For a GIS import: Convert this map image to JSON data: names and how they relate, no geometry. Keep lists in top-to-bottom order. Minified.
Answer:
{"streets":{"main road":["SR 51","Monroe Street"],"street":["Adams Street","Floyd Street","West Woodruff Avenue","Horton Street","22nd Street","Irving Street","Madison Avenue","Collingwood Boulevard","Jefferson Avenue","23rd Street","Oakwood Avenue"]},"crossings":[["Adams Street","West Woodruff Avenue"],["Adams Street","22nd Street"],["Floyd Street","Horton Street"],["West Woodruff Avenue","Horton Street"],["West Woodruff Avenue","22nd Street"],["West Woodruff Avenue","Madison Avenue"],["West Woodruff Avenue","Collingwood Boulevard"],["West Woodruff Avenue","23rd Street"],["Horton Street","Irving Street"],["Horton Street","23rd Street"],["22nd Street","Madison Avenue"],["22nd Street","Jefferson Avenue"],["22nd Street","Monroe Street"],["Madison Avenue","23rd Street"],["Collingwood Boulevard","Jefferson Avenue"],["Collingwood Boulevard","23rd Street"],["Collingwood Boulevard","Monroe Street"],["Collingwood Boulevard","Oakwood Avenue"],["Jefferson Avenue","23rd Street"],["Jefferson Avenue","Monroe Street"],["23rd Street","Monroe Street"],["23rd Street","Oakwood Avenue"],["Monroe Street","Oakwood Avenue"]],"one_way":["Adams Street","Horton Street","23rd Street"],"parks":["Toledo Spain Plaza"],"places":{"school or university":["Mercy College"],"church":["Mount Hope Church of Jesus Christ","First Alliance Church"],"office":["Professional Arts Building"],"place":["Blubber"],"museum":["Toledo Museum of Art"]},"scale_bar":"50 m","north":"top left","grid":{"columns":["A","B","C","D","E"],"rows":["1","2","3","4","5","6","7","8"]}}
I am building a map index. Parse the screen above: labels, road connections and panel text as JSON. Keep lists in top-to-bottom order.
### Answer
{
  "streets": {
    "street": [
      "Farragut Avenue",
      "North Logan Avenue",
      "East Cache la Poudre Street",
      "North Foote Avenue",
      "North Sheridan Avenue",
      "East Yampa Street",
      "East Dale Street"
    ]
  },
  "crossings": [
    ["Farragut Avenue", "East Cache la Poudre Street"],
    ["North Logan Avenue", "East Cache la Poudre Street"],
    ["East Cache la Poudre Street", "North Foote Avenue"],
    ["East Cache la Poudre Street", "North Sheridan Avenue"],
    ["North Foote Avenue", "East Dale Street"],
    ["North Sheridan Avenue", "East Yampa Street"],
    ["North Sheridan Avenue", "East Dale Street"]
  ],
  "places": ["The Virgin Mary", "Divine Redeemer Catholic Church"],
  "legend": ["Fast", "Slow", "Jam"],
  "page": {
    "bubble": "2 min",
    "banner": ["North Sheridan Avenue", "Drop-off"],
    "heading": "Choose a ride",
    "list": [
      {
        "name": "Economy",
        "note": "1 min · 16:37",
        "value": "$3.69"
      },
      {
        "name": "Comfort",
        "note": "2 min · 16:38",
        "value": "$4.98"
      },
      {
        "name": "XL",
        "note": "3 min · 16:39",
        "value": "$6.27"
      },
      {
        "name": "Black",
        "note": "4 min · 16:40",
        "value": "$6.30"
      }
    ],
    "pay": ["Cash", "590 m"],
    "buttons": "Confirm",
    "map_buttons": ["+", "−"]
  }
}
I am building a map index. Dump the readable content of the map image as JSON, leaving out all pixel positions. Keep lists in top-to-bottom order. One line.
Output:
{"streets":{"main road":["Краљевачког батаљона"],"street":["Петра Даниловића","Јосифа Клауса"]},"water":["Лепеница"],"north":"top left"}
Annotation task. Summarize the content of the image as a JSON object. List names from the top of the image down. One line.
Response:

- Exercise requirements: Every record shown above should be given back exactly.

- Exercise response:
For a GIS import: Convert this map image to JSON data: names and how they relate, no geometry. Keep lists in top-to-bottom order. Minified.
Answer:
{"streets":{"main road":["SR 51","Monroe Street"],"street":["Adams Street","Floyd Street","West Woodruff Avenue","Horton Street","22nd Street","Irving Street","Madison Avenue","Collingwood Boulevard","Jefferson Avenue","23rd Street","Oakwood Avenue"]},"crossings":[["Adams Street","West Woodruff Avenue"],["Adams Street","22nd Street"],["Floyd Street","Horton Street"],["West Woodruff Avenue","Horton Street"],["West Woodruff Avenue","22nd Street"],["West Woodruff Avenue","Madison Avenue"],["West Woodruff Avenue","Collingwood Boulevard"],["West Woodruff Avenue","23rd Street"],["Horton Street","Irving Street"],["Horton Street","23rd Street"],["22nd Street","Madison Avenue"],["22nd Street","Jefferson Avenue"],["22nd Street","Monroe Street"],["Madison Avenue","23rd Street"],["Collingwood Boulevard","Jefferson Avenue"],["Collingwood Boulevard","23rd Street"],["Collingwood Boulevard","Monroe Street"],["Collingwood Boulevard","Oakwood Avenue"],["Jefferson Avenue","23rd Street"],["Jefferson Avenue","Monroe Street"],["23rd Street","Monroe Street"],["23rd Street","Oakwood Avenue"],["Monroe Street","Oakwood Avenue"]],"one_way":["Adams Street","Horton Street","23rd Street"],"parks":["Toledo Spain Plaza"],"places":{"school or university":["Mercy College"],"church":["Mount Hope Church of Jesus Christ","First Alliance Church"],"office":["Professional Arts Building"],"place":["Blubber"],"museum":["Toledo Museum of Art"]},"scale_bar":"50 m","north":"top left","grid":{"columns":["A","B","C","D","E"],"rows":["1","2","3","4","5","6","7","8"]}}
I am building a map index. Parse the screen above: labels, road connections and panel text as JSON. Keep lists in top-to-bottom order.
### Answer
{
  "streets": {
    "street": [
      "Farragut Avenue",
      "North Logan Avenue",
      "East Cache la Poudre Street",
      "North Foote Avenue",
      "North Sheridan Avenue",
      "East Yampa Street",
      "East Dale Street"
    ]
  },
  "crossings": [
    ["Farragut Avenue", "East Cache la Poudre Street"],
    ["North Logan Avenue", "East Cache la Poudre Street"],
    ["East Cache la Poudre Street", "North Foote Avenue"],
    ["East Cache la Poudre Street", "North Sheridan Avenue"],
    ["North Foote Avenue", "East Dale Street"],
    ["North Sheridan Avenue", "East Yampa Street"],
    ["North Sheridan Avenue", "East Dale Street"]
  ],
  "places": ["The Virgin Mary", "Divine Redeemer Catholic Church"],
  "legend": ["Fast", "Slow", "Jam"],
  "page": {
    "bubble": "2 min",
    "banner": ["North Sheridan Avenue", "Drop-off"],
    "heading": "Choose a ride",
    "list": [
      {
        "name": "Economy",
        "note": "1 min · 16:37",
        "value": "$3.69"
      },
      {
        "name": "Comfort",
        "note": "2 min · 16:38",
        "value": "$4.98"
      },
      {
        "name": "XL",
        "note": "3 min · 16:39",
        "value": "$6.27"
      },
      {
        "name": "Black",
        "note": "4 min · 16:40",
        "value": "$6.30"
      }
    ],
    "pay": ["Cash", "590 m"],
    "buttons": "Confirm",
    "map_buttons": ["+", "−"]
  }
}
I am building a map index. Dump the readable content of the map image as JSON, leaving out all pixel positions. Keep lists in top-to-bottom order. One line.
Output:
{"streets":{"main road":["Краљевачког батаљона"],"street":["Петра Даниловића","Јосифа Клауса"]},"water":["Лепеница"],"north":"top left"}
Annotation task. Summarize the content of the image as a JSON object. List names from the top of the image down. One line.
Response:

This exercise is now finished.